Screening of hereditary elliptocytosis caused by SPTB mutations and identification of its association with significant jaundice among Thai neonates
Kritiya Rattanaseksan, Noppawan Tangbubpha, Praguywan Kadegasem, Tanyanee Khlangtan, Prathana Kongurai, Kanuengnit Emrat, Nongnuch Sirachainan, Pharuhad Pongmee, Duantida SongdejBackground
Hereditary elliptocytosis (HE) caused by heterozygosity of three common SPTB mutations, namely SPTB Providence (c.6055T>C), SPTB Buffalo (c.6074T>G) and SPTB Chiang Mai (c.6224A>G), is the most prevalent form of red blood cell membranopathy in Thailand.
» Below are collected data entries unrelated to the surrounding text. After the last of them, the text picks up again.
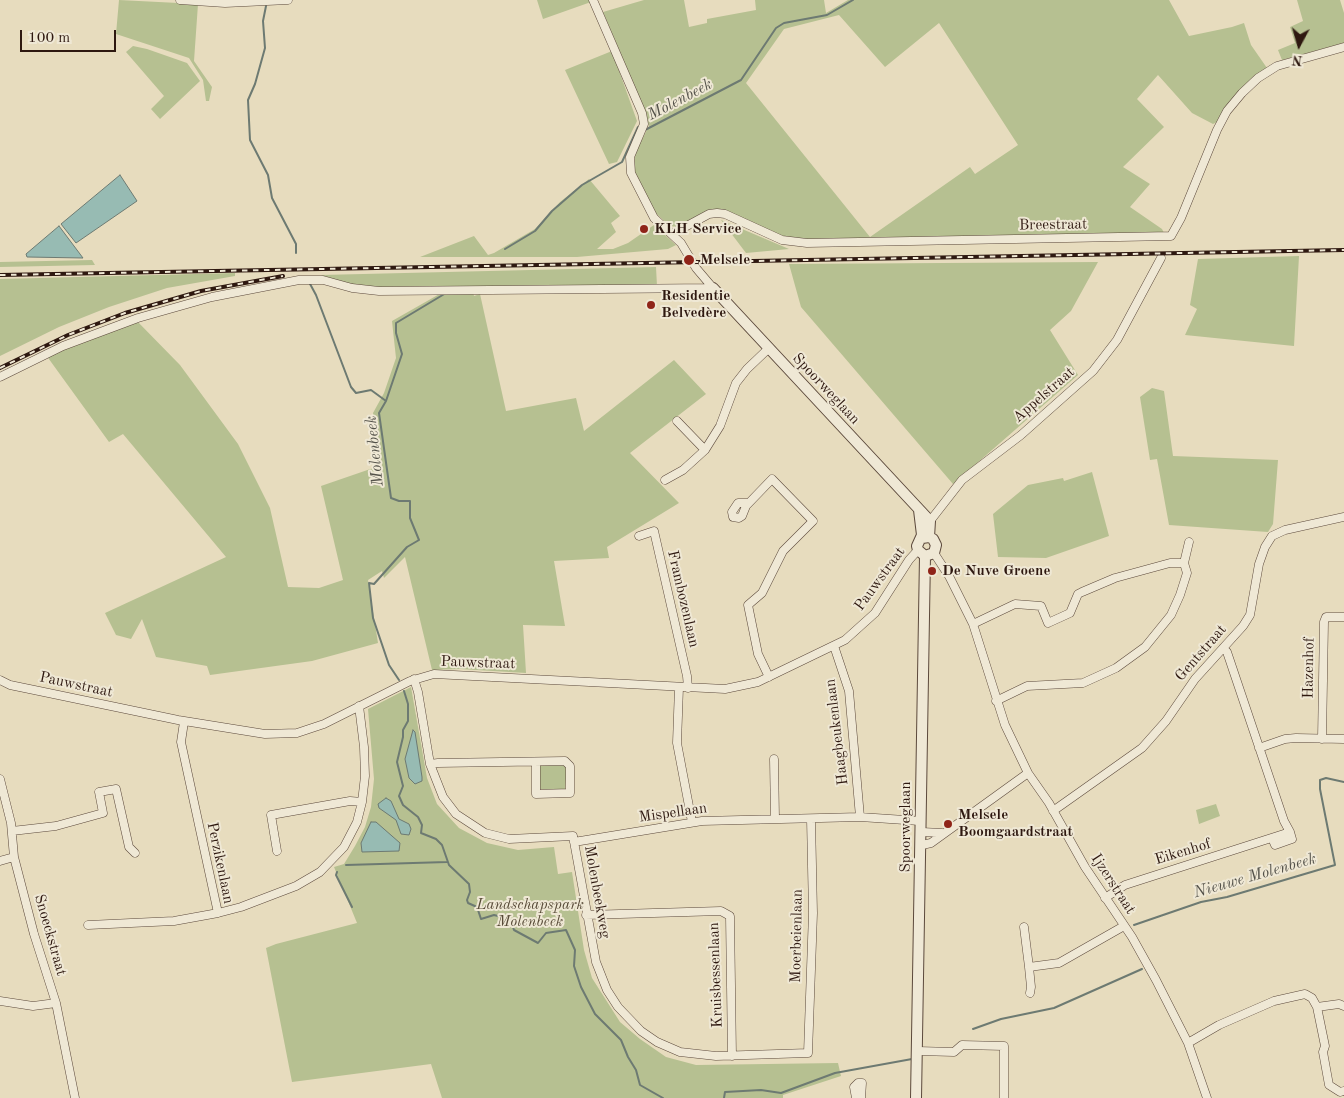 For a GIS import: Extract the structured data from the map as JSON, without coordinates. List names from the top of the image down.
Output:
{
  "streets": {
    "street": [
      "Breestraat",
      "Spoorweglaan",
      "Appelstraat",
      "Pauwstraat",
      "Frambozenlaan",
      "Gentstraat",
      "Hazenhof",
      "Haagbeukenlaan",
      "Mispellaan",
      "Eikenhof",
      "Perzikenlaan",
      "Ijzerstraat",
      "Molenbeekweg",
      "Snoeckstraat",
      "Moerbeienlaan",
      "Kruisbessenlaan"
    ]
  },
  "crossings": [
    ["Breestraat", "Spoorweglaan"],
    ["Spoorweglaan", "Appelstraat"],
    ["Spoorweglaan", "Pauwstraat"],
    ["Spoorweglaan", "Mispellaan"],
    ["Spoorweglaan", "Ijzerstraat"],
    ["Pauwstraat", "Frambozenlaan"],
    ["Pauwstraat", "Haagbeukenlaan"],
    ["Pauwstraat", "Perzikenlaan"],
    ["Pauwstraat", "Ijzerstraat"],
    ["Pauwstraat", "Molenbeekweg"],
    ["Gentstraat", "Eikenhof"],
    ["Gentstraat", "Ijzerstraat"],
    ["Haagbeukenlaan", "Mispellaan"],
    ["Mispellaan", "Molenbeekweg"],
    ["Mispellaan", "Moerbeienlaan"],
    ["Eikenhof", "Ijzerstraat"],
    ["Molenbeekweg", "Moerbeienlaan"],
    ["Molenbeekweg", "Kruisbessenlaan"]
  ],
  "water": ["Molenbeek", "Nieuwe Molenbeek"],
  "parks": ["Landschapspark Molenbeek"],
  "places": [
    "KLH Service",
    "Melsele",
    "Residentie Belvedère",
    "De Nuve Groene",
    "Melsele Boomgaardstraat"
  ],
  "scale_bar": "100 m",
  "north": "bottom"
} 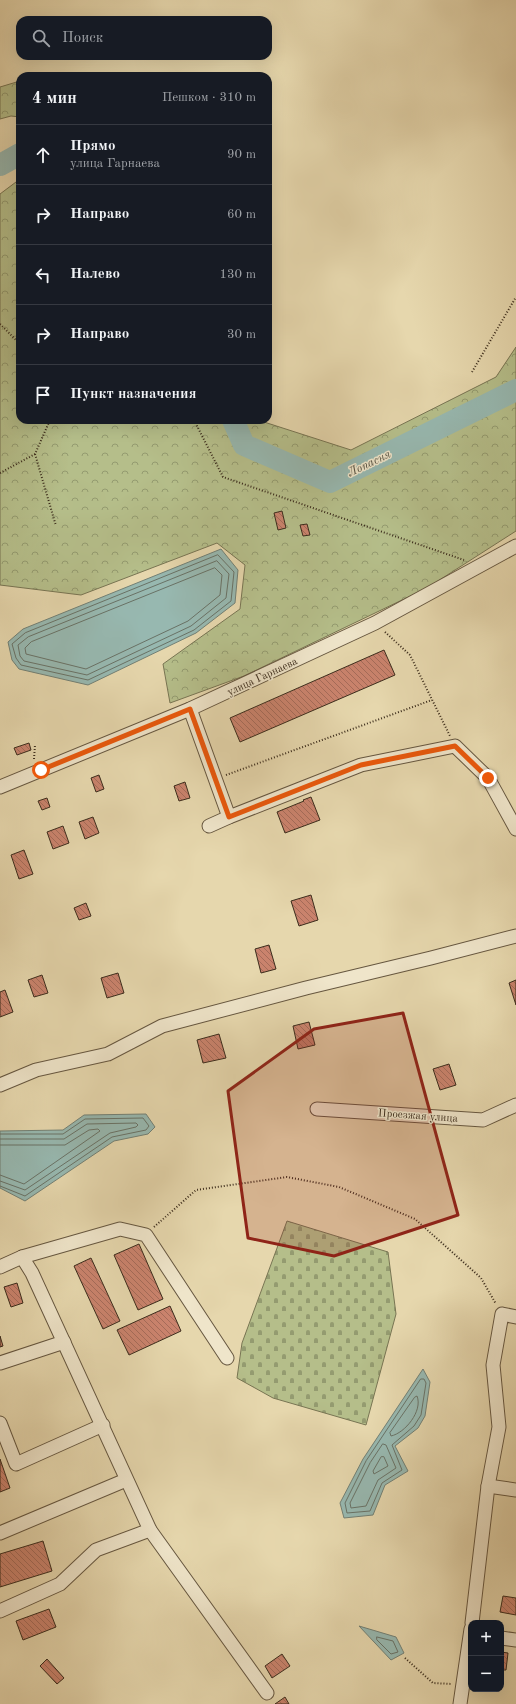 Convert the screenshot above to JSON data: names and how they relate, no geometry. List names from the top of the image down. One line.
{"streets":{"street":["улица Гарнаева","Проезжая улица"]},"water":["Лопасня"],"page":{"search":"Поиск","heading":["4 мин","Пешком · 310 m"],"list":[["Прямо","улица Гарнаева","90 m"],["Направо","60 m"],["Налево","130 m"],["Направо","30 m"],"Пункт назначения"],"map_buttons":["+","−"]}} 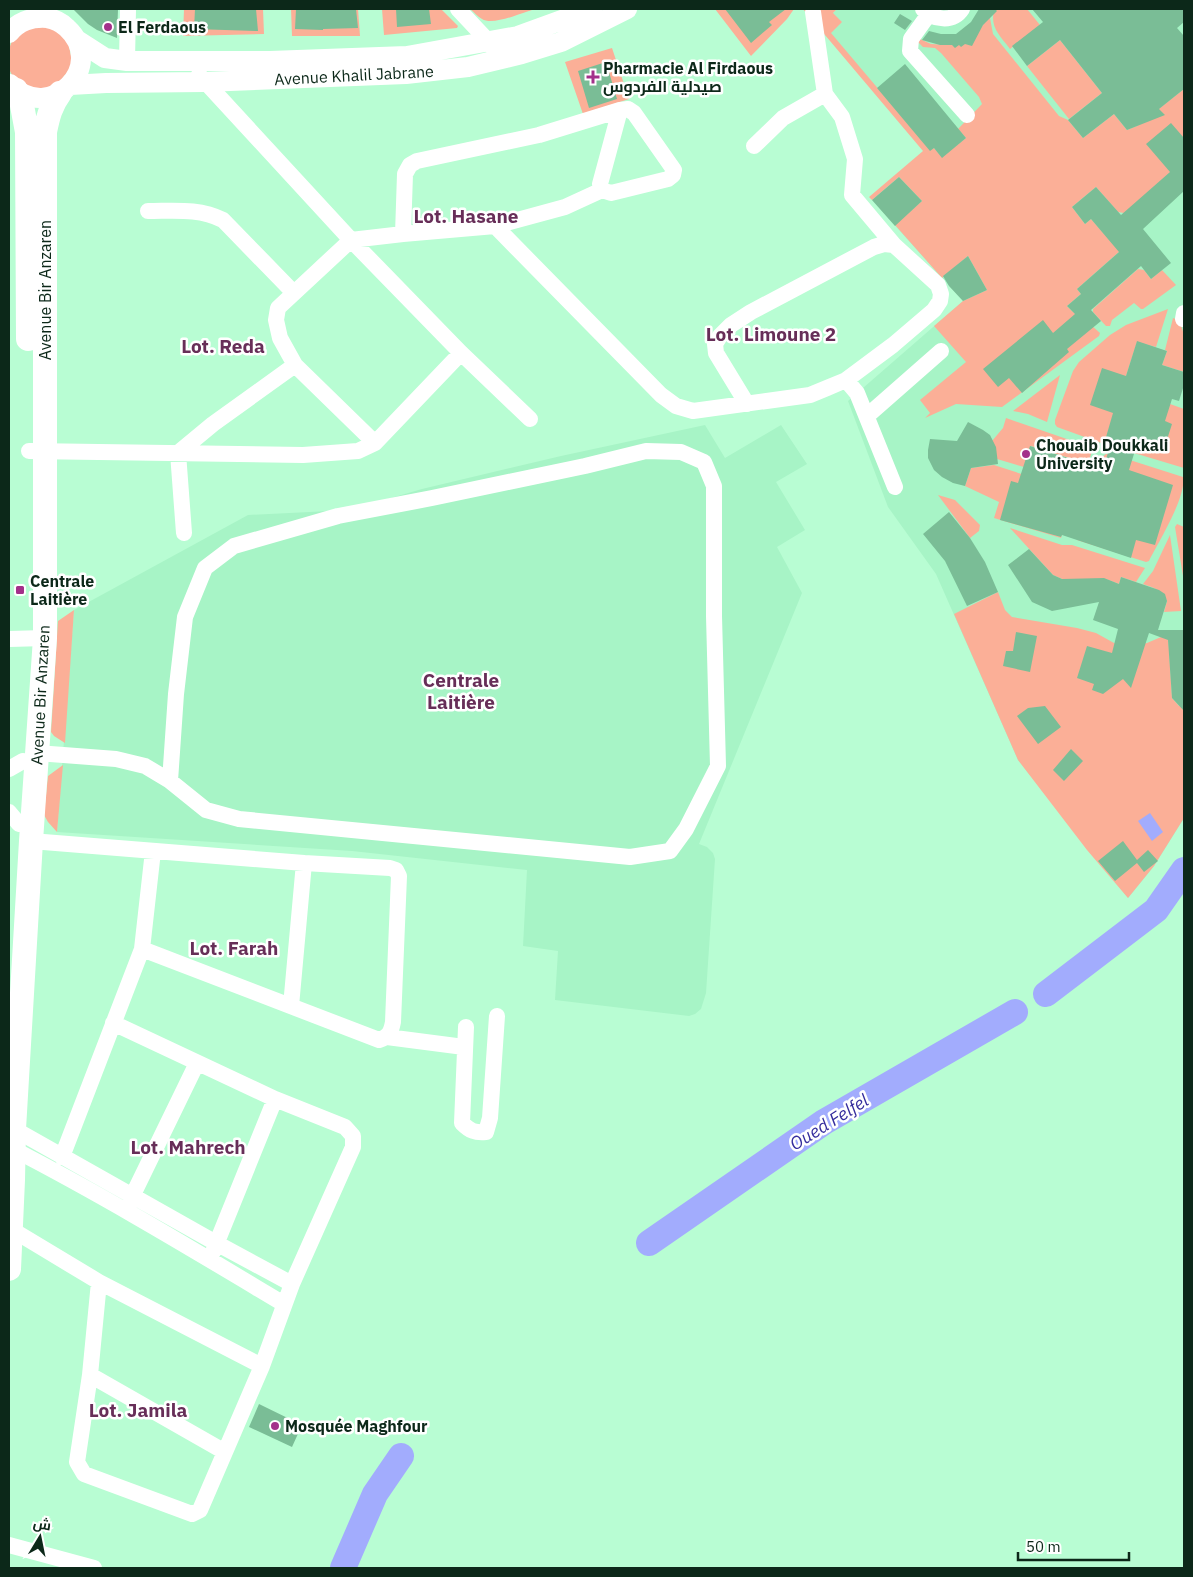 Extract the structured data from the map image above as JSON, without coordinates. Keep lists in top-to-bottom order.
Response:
{
  "streets": {
    "highway": ["Avenue Bir Anzaren"],
    "main road": ["Avenue Khalil Jabrane"]
  },
  "crossings": [
    ["Avenue Khalil Jabrane", "Avenue Bir Anzaren"]
  ],
  "districts": [
    "Lot. Hasane",
    "Lot. Limoune 2",
    "Lot. Reda",
    "Centrale Laitière",
    "Lot. Farah",
    "Lot. Mahrech",
    "Lot. Jamila"
  ],
  "water": ["Oued Felfel"],
  "places": {
    "other": ["El Ferdaous", "Chouaib Doukkali University", "Mosquée Maghfour"],
    "health": ["Pharmacie Al Firdaous صيدلية الفردوس"],
    "transit": ["Centrale Laitière"]
  },
  "scale_bar": "50 m",
  "north": "top"
} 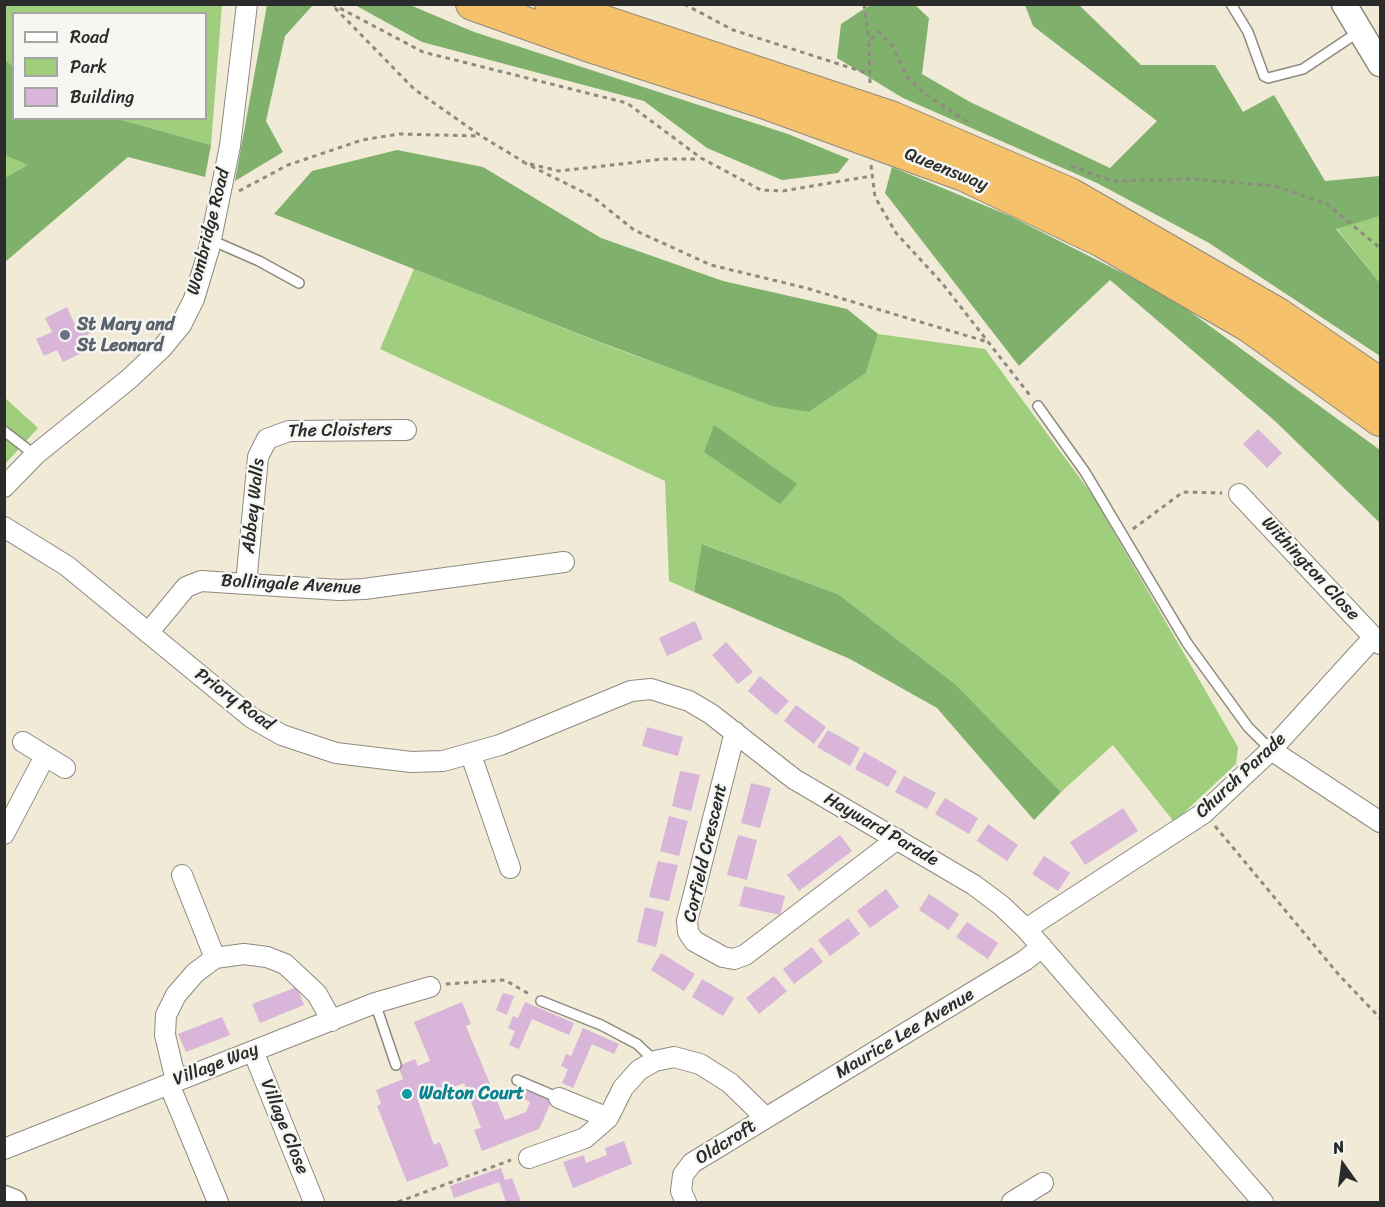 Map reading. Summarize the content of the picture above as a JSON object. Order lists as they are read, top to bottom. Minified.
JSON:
{"streets":{"highway":["Queensway"],"street":["Wombridge Road","The Cloisters","Abbey Walls","Withington Close","Bollingale Avenue","Priory Road","Church Parade","Hayward Parade","Corfield Crescent","Maurice Lee Avenue","Village Way","Village Close","Oldcroft"]},"crossings":[["The Cloisters","Abbey Walls"],["Abbey Walls","Bollingale Avenue"],["Withington Close","Church Parade"],["Bollingale Avenue","Priory Road"],["Priory Road","Hayward Parade"],["Priory Road","Corfield Crescent"],["Church Parade","Hayward Parade"],["Hayward Parade","Corfield Crescent"],["Hayward Parade","Maurice Lee Avenue"],["Maurice Lee Avenue","Oldcroft"],["Village Way","Village Close"]],"places":["St Mary and St Leonard","Walton Court"],"legend":["Road","Park","Building"],"north":"top"} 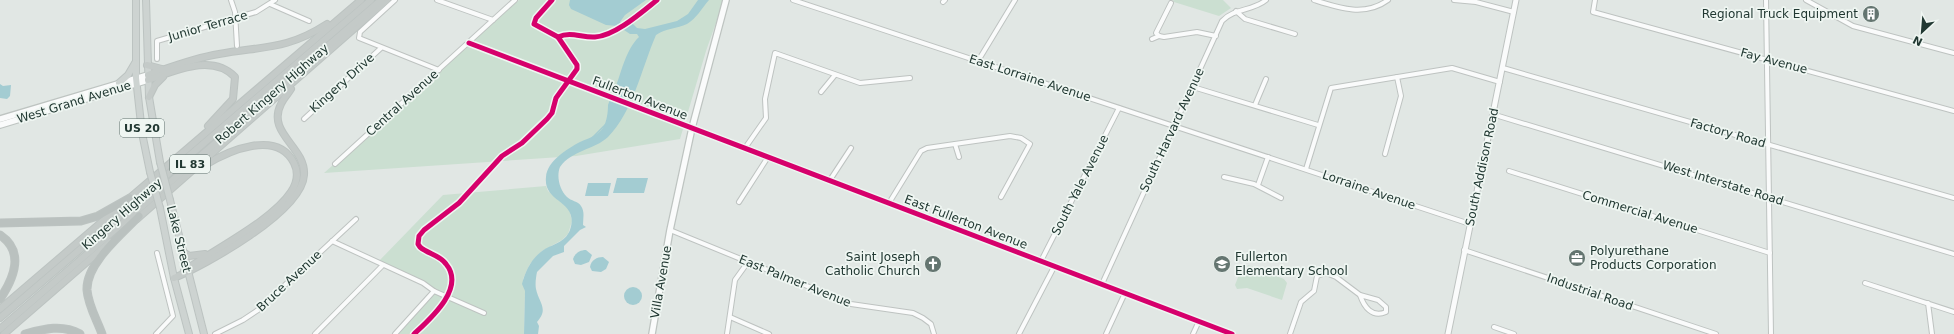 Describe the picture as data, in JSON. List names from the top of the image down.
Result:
{
  "streets": {
    "highway": ["Robert Kingery Highway", "IL 83", "Kingery Highway"],
    "main road": [
      "West Grand Avenue",
      "US 20",
      "Lake Street",
      "Villa Avenue"
    ],
    "street": [
      "Junior Terrace",
      "Fay Avenue",
      "East Lorraine Avenue",
      "Kingery Drive",
      "Fullerton Avenue",
      "Central Avenue",
      "South Harvard Avenue",
      "Factory Road",
      "South Addison Road",
      "West Interstate Road",
      "South Yale Avenue",
      "Lorraine Avenue",
      "Commercial Avenue",
      "East Fullerton Avenue",
      "Bruce Avenue",
      "East Palmer Avenue",
      "Industrial Road"
    ]
  },
  "crossings": [
    ["East Lorraine Avenue", "South Harvard Avenue"],
    ["East Lorraine Avenue", "South Yale Avenue"],
    ["East Lorraine Avenue", "Lorraine Avenue"],
    ["Fullerton Avenue", "Central Avenue"],
    ["Fullerton Avenue", "East Fullerton Avenue"],
    ["Fullerton Avenue", "Villa Avenue"],
    ["West Grand Avenue", "Lake Street"],
    ["South Harvard Avenue", "East Fullerton Avenue"],
    ["Factory Road", "South Addison Road"],
    ["South Addison Road", "West Interstate Road"],
    ["South Addison Road", "Lorraine Avenue"],
    ["South Addison Road", "Industrial Road"],
    ["South Yale Avenue", "East Fullerton Avenue"],
    ["East Fullerton Avenue", "Villa Avenue"],
    ["East Palmer Avenue", "Villa Avenue"]
  ],
  "places": {
    "building": ["Regional Truck Equipment"],
    "office": ["Polyurethane Products Corporation"],
    "church": ["Saint Joseph Catholic Church"],
    "school or university": ["Fullerton Elementary School"]
  },
  "north": "bottom left"
}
Here, we explored the prevalence of the mutated SPTB- causing HE using molecular screening and demonstrated its impact on the development and severity of jaundice among Thai neonates.
Methods
This cross-sectional study identified the three common SPTB mutations in cord blood samples from all neonates born at Ramathibodi Hospital from March to November 2024 using a recently developed robust, rapid molecular method. Clinical data related to neonatal jaundice were obtained from medical records and were analysed according to the presence of the SPTB mutations.
Results
A total of 1505 neonates with a mean (SD) gestational age of 37.5 (2.3) weeks were enrolled. Thirteen unrelated neonates were identified as having HE caused by the screened SPTB mutations, yielding a prevalence of 0.86%. The analyses revealed the mutated SPTB -causing HE as an independent risk factor for neonatal jaundice requiring phototherapy (risk ratio 5.01, 95% CI 2.56 to 9.79, p<0.001). The mean total bilirubin levels of neonates with the mutated SPTB -causing HE were significantly higher than those of neonates with glucose-6-phosphate dehydrogenase (G6PD) deficiency throughout the first 3 days of life (p=0.009 to 0.049). Most neonates with HE caused by the common SPTB mutations who required phototherapy did not exhibit anaemia and were not diagnosed clinically at birth. Coinheritance of the SPTB mutations and G6PD deficiency likely aggravated anaemia and worsened the degree of jaundice.
Conclusions
HE caused by the three common SPTB mutations is associated with the development of significant jaundice requiring treatment among Thai neonates. Given the region’s high prevalence, screening for the SPTB mutations is likely beneficial for comprehensive monitoring of neonatal jaundice and for disease counselling.